The record reflects that citation was posted on September 20, 2001, notifying interested parties that the application and Will were filed and could "be heard and acted on" after October 1, 2001. (2) On September 19 and 20, 2001, McKissick met with Moir and Moir's attorney, who gave McKissick a copy of the Will. McKissick consulted an attorney but did not retain her to file a will contest on his behalf. McKissick's attorney contacted probate court clerks on October 3, 5, and 8 to determine if admission of the Will for probate was set for hearing. The attorney was told no hearing was set. The Will was admitted to probate on October 10, 2001.

The order admitting the Will to probate authorized the issuance of letters testamentary and appointed Moir as independent executor without bond. It determined that "a necessity exists for the administration of this estate" and ordered that "no other action shall be had in this Court other than the return of an Inventory, Appraisement, and List of Claims as required by law."

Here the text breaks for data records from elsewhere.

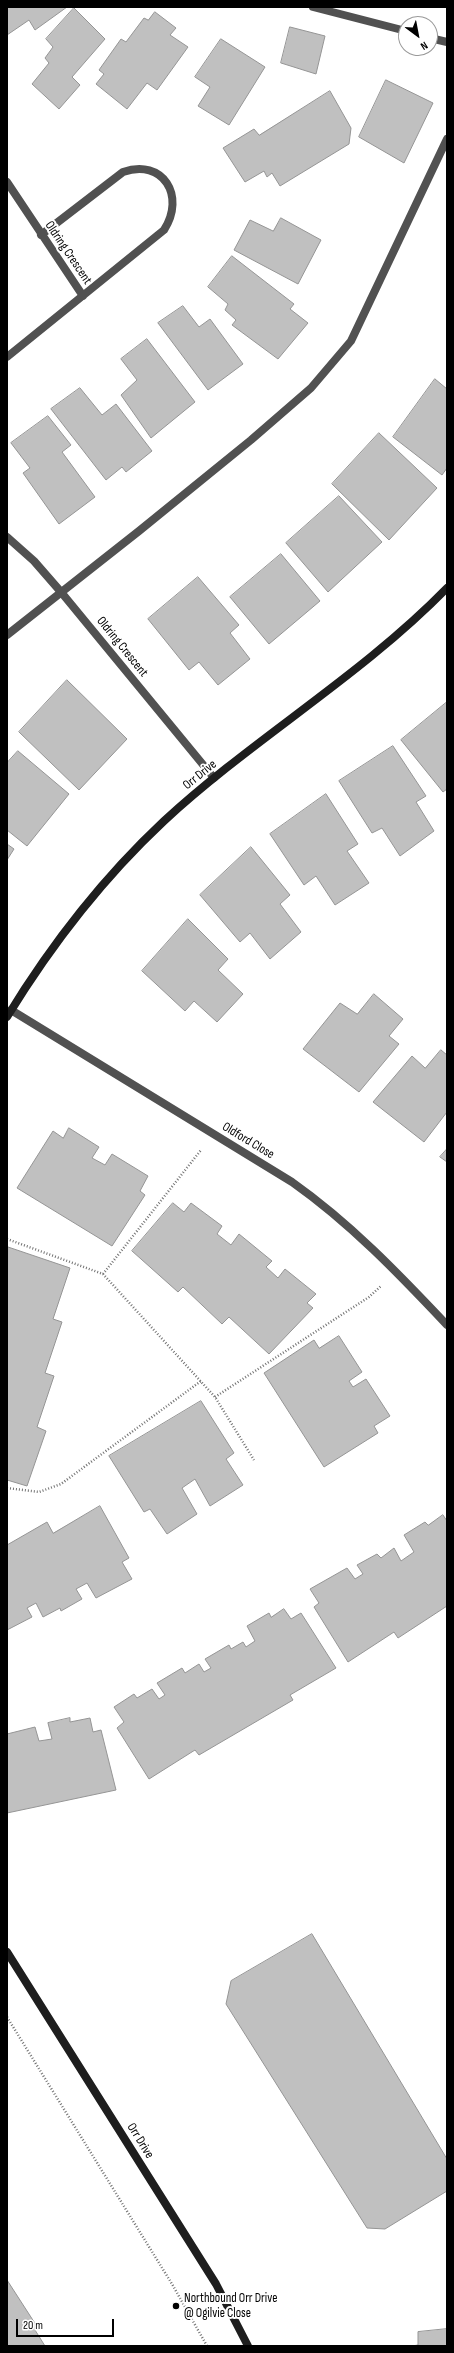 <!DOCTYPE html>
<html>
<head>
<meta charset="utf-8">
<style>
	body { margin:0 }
	#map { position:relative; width:454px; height:2353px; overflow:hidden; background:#fff; font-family:"Sofia Sans Condensed",sans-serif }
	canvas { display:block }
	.frame { position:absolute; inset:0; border:8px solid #000; pointer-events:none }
	.north { position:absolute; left:398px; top:16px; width:40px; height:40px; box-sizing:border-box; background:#fff; border:1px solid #999; border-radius:50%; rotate:148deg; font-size:11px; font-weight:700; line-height:16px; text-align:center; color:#000 }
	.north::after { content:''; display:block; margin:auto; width:14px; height:18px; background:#000; clip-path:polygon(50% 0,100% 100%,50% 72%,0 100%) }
	.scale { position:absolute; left:16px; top:2319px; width:98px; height:18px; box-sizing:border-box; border:2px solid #000; border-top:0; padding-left:5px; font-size:12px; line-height:14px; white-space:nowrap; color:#000; -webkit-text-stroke:3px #fff; paint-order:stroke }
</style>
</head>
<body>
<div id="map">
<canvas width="454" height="2353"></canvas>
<div class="frame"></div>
<div class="north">N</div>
<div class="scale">20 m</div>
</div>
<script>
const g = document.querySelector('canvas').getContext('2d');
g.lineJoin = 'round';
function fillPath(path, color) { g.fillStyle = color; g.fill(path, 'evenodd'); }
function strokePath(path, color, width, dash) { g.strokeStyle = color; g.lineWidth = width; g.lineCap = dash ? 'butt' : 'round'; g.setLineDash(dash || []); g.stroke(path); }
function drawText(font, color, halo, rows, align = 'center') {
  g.font = font + ' "Sofia Sans Condensed",sans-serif'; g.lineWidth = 4; g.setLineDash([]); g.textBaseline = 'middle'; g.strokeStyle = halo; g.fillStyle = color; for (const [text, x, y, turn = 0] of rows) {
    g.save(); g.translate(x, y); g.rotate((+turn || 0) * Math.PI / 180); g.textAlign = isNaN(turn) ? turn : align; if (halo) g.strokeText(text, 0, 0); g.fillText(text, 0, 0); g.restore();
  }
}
const building = new Path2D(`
	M7,7H67L35,30L29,20L7,35Z
	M74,8L105,39L72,77L80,85L59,109L32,84L49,63L45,58L53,47L46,39Z
	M155,12L176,28L170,35L188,47L157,90L147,83L127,109L96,84L104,74L99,70L121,39L126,42L144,18L148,20Z
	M290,27L325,36L316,74L281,63Z
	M221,39L265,67L229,125L198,106L210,87L195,77Z
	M386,80L433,103L404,163L359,137Z
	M330,91L351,128L349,144L280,186L272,173L267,177L264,171L245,182L223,148L254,129L259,135Z
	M281,218L321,240L298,284L234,250L250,220L273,231Z
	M232,256L294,304L290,309L308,323L278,359L232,325L236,320L225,310L228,304L208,287Z
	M183,306L199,327L210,319L243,364L208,390L158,323Z
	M147,339L195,402L151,438L121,395L137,380L121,359Z
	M435,379L447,389V468L442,475L393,437Z
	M80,388L102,415L116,404L152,451L126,472L122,467L106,480L51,409Z
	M48,416L71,445L62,452L95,497L59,524L23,473L30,468L11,443Z
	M379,433L437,488L389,540L332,484Z
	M339,496L382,542L328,592L286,543Z
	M281,554L320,601L269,644L230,597Z
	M198,577L239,625L230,633L250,659L218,685L199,662L189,670L148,619Z
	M67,680L127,739L79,790L19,732Z
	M447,702V789L443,792L401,740Z
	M393,746L426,796L416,802L434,831L400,856L382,828L372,833L339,781Z
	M18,751L69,794L27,846L7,830V763Z
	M326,794L358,844L347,851L369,883L335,905L316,876L304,885L270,834Z
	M7,844L14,849L7,860Z
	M251,847L290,895L280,904L301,932L270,959L250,933L240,942L200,895Z
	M188,919L228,959L218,970L243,994L217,1022L194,1001L185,1011L142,971Z
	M374,994L403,1019L389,1036L399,1044L359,1092L303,1049L340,1003L357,1014Z
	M441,1050L447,1055V1112L424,1142L373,1102L412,1056L425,1068Z
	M69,1128L99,1147L92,1158L105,1165L112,1154L148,1176L140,1191L145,1195L112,1246L17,1188L53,1131L63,1138Z
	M447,1149V1162L440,1157Z
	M173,1203L184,1212L191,1203L222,1226L217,1234L231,1245L239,1234L272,1261L266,1267L278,1278L285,1269L316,1294L307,1303L313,1308L269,1354L229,1317L222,1324L183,1287L178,1292L132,1251Z
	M8,1247L70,1268L53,1319L62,1322L45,1373L54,1376L37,1427L46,1431L27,1486L7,1480Z
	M339,1336L362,1372L349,1381L353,1387L366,1379L390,1416L374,1426L378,1433L324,1467L264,1373L314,1340L319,1348Z
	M201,1401L234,1453L226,1459L243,1485L210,1506L195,1479L182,1488L197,1514L167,1534L150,1509L144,1512L109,1456Z
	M100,1506L129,1558L122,1562L132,1579L96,1598L87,1583L76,1589L82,1599L61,1611L60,1608L43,1617L36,1603L27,1608L32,1617L7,1630V1545L47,1522L53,1533Z
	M443,1515L447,1521V1606L398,1638L394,1632L348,1662L314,1607L319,1603L310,1589L347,1568L355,1579L363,1574L357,1565L377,1554L381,1558L394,1548L401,1561L414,1552L404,1535L425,1522L428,1525Z
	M284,1609L291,1619L301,1613L336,1668L290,1695L293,1700L199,1755L195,1750L149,1779L117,1728L124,1722L114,1707L134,1694L137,1698L152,1689L159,1699L165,1695L157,1683L182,1668L185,1673L199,1664L204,1672L211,1668L205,1659L229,1645L231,1649L243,1642L246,1647L255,1641L247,1626L269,1613L271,1617Z
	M70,1718V1722L90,1718L93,1732L101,1730L116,1790L7,1813V1734L35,1727L39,1741L52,1739L48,1723Z
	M312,1934L447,2159V2191L385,2229L367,2228L226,2004L231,1981Z
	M7,2280L38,2328L35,2330L45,2346H7Z
	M447,2329V2346H412L418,2345V2332Z`);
fillPath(building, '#c0c0c0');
strokePath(building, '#959595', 1);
strokePath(new Path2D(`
	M7,1239L103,1274L215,1397L254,1460
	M103,1274L201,1150
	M215,1397L369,1297L381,1286
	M7,1488L39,1492L61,1484L201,1381
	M7,2017L172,2284L207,2346`), '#737373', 2.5, [1, 2]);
strokePath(new Path2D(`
	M313,7L406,31
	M430,38L447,42
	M7,635L139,531L251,440L311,388L351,341L447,139`), '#515151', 8);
strokePath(new Path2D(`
	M7,182L83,296
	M7,357L164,230C186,196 163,158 123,172L41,235
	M7,537L34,561L61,592L214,778
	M11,1010L292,1182C350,1223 398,1273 447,1325`), '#515151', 8);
strokePath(new Path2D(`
	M7,1017C51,945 102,879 164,821C254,738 361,676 447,588
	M7,1952L216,2284L248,2346`), '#1e1e1e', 8);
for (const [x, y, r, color] of [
	[176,2306,4,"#000"]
]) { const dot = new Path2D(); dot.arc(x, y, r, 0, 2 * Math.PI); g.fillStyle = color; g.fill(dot); strokePath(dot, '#fff', 1.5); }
drawText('13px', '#000', '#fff', [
	["Oldring Crescent",68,253,56],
	["Oldring Crescent",122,647,51],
	["Orr Drive",200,775,-39],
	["Oldford Close",248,1141,31],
	["Orr Drive",140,2141,58]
]);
drawText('13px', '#000', '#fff', [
	["Northbound Orr Drive",184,2299],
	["@ Ogilvie Close",184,2314]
], 'left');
</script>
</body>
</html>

McKissick did not file a motion seeking to have Moir disqualified as personal representative of his father's estate or a contest to admission of the Will to probate. However, on October 26, 2001, McKissick did file a motion for new trial asserting that newly discovered evidence demonstrated the exertion of undue influence by Moir on McKissick's father as well as McKissick's father's lack of testamentary capacity. On October 31, 2001, McKissick filed an amended motion for new trial. In the amended motion, McKissick alleged that "an unnatural distribution was made" in the Will and that Moir should not be named as executor "because of conduct that Movant believes will establish that the Will presented by Moir to the Court was void because [McKissick's father] lacked testamentary capacity to execute the alleged Will or the Will was obtained by undue influence of Catalina Moir or her operatives." A hearing on the motion began on November 5, 2001. The first judge recused, and the hearing continued on December 17 and 19, 2001 before a second judge. The motion for new trial was overruled by operation of law. (3) This appeal ensued.

II. JURISDICTION



We first must determine whether we have jurisdiction over this appeal. Tex. Ass'n of Bus. v. Tex. Air Control Bd., 852 S.W.2d 440, 443 (Tex. 1993). We are obligated to determine, sua sponte, our jurisdiction to hear and consider an appeal. N.Y. Underwriters Ins. Co. v. Sanchez, 799 S.W.2d 677, 678 (Tex. 1990) (per curiam); Welch v. McDougal, 876 S.W.2d 218, 220 (Tex. App.-Amarillo 1994, writ denied). Because the question of jurisdiction is a legal question, we follow the de novo standard of review. Mayhew v. Town of Sunnyvale, 964 S.W.2d 922, 928 (Tex. 1998). Jurisdiction of a court is never presumed. El-Kareh v. Tex. Alcoholic Beverage Comm'n, 874 S.W.2d 192, 194 (Tex. App.-Houston [14th Dist.] 1994, no writ). If the record does not affirmatively demonstrate the appellate court's jurisdiction, the appeal must be dismissed. Id. The jurisdiction of this Court is established exclusively by constitutional and statutory enactments. See, e.g., Tex. Const. art. V, § 6; Tex. Gov't Code Ann. § 22.220 (Vernon 1988). Unless one of the sources of our authority specifically authorizes an interlocutory appeal, we only have jurisdiction over an appeal taken from a final judgment. Lehmann v. Har-Con Corp., 39 S.W.3d 191, 195 (Tex. 2001); N. E. Indep. Sch. Dist. v. Aldridge, 400 S.W.2d 893, 895 (Tex. 1966). Absent an express grant of authority, we do not have jurisdiction to review an interlocutory order. Steeple Oil & Gas Corp. v. Amend, 394 S.W.2d 789, 790 (Tex. 1965) (per curiam); see Tex. Civ. Prac. & Rem. Code Ann. § 51.014 (Vernon Supp. 2003). Therefore, before we consider the issues, we must first determine if the order admitting will to probate is a final judgment.

A judgment is final if it disposes of all pending parties and claims in the record. Guajardo v. Conwell, 46 S.W.3d 862, 863-64 (Tex. 2001) (per curiam) (citingLehmann, 39 S.W.3d at 192 [sic]); Jack B. Anglin Co. v. Tipps, 842 S.W.2d 266, 272 (Tex.